Angie’s hands fly to her mouth. “I’m so sorry. I should never have said that.”
“Don’t be. Clothilde’s a total bitch. Even I know that. What I’ve never been able to figure out,” Sylvie says sadly, “is why my father stayed. She was so vicious to him, and she’d leave him every summer to go and live with her lover. Can you imagine?”
“He knew?”
“Yup. But he refused to talk about it with me. I have no idea if he put up with it because he didn’t want to split the marriage up to protect me, or because he loved her. I think it was probably a bit of both.”
“That’s hard,” Angie says. “How did you find out?”
“I haven’t thought about this for years.” Sylvie takes a sip from her cup, casts her mind back all those years. “My mother was in France for the summer.

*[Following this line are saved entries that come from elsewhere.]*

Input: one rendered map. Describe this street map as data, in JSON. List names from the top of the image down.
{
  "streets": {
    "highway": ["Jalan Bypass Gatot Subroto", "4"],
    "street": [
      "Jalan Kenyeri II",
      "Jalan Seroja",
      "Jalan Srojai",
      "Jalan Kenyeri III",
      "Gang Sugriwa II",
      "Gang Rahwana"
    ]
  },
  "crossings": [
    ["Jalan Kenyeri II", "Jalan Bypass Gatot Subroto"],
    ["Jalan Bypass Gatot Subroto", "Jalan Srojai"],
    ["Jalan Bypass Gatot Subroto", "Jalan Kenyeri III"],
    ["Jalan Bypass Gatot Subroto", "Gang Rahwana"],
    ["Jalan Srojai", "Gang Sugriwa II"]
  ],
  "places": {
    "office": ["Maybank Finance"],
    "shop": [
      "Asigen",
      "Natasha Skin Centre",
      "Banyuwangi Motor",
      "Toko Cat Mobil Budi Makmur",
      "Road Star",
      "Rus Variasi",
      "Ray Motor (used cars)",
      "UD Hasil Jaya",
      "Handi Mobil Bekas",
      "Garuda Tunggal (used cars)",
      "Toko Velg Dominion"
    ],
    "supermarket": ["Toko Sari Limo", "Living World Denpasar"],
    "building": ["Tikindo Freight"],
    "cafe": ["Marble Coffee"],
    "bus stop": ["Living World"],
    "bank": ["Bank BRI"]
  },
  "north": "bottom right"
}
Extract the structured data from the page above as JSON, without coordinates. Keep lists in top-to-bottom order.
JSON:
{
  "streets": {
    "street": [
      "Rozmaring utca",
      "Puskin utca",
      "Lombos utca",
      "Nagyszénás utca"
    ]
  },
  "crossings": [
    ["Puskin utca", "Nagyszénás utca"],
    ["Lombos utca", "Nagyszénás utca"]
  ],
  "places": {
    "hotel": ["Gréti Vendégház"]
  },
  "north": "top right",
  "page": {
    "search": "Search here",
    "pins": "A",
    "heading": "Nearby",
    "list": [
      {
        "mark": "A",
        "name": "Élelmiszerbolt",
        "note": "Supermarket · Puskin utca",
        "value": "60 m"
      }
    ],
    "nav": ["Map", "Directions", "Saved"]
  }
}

I was sixteen, and alone in the house while my dad was at work. I loved being alone in the house; I was fascinated by everything of my mother’s because it was all so different from everyone else’s, and I used to snoop through her stuff, especially her clothes, which were so beautiful.
“And of course, in the back of her lingerie drawer, cliché of clichés, there was the stack of handwritten envelopes.”
Angie’s eyes are wide. “Did they smell of perfume?”
“No, Angie. Felipe isn’t a woman.”
“Ah yes. Good point.”
Sylvie laughs. “It was obviously from someone in France, and I ran downstairs to grab the huge old French dictionary, and spent the next five hours translating the entire collection.”
“Did you speak any French? And what did the letters say?”
“Yes, I spoke French but not nearly well enough to read the letters properly. They were from her lover. He lived in an apartment in Neuilly-sur-Seine, and shipped his wife and children off to their home in the hills below Grasse for the summer, where he would visit them on weekends, squiring his elegant mistress, Clothilde, around the hot spots of Paris during the week.
“He sounded rich. And fun. And exciting. He sounded like everything my dad wasn’t, and I just felt … sick. I understood why my mother took off, but I wished I didn’t. I remember wishing I’d just left well enough alone. It was information I didn’t want to have.
“Did you talk to either of them about it?”
“How could I? I wanted to protect my father, and my mother would have flown into one of her rages. I was terrified of her; I would never have dared confront her.”
“Didn’t you just hate her?”
“I did, but I hated her before that. And I loved her too,” she says sadly. “I was so torn with all these different feelings. Mostly, I think, I wanted her to love me. I’m not sure my mother has ever truly been capable of love. She can love on a superficial basis, if you’re beautiful, and clever, and a perfect reflection of her, but show any independence, contradict her in any way, and her love swiftly turns to hate.”
“Not really hate.” Angie is shocked.
“Oh yes. She has told me she hates me just as much as she has told me she loves me. Possibly more. I spent my childhood wanting her to love me, trying so hard just for her to love me.”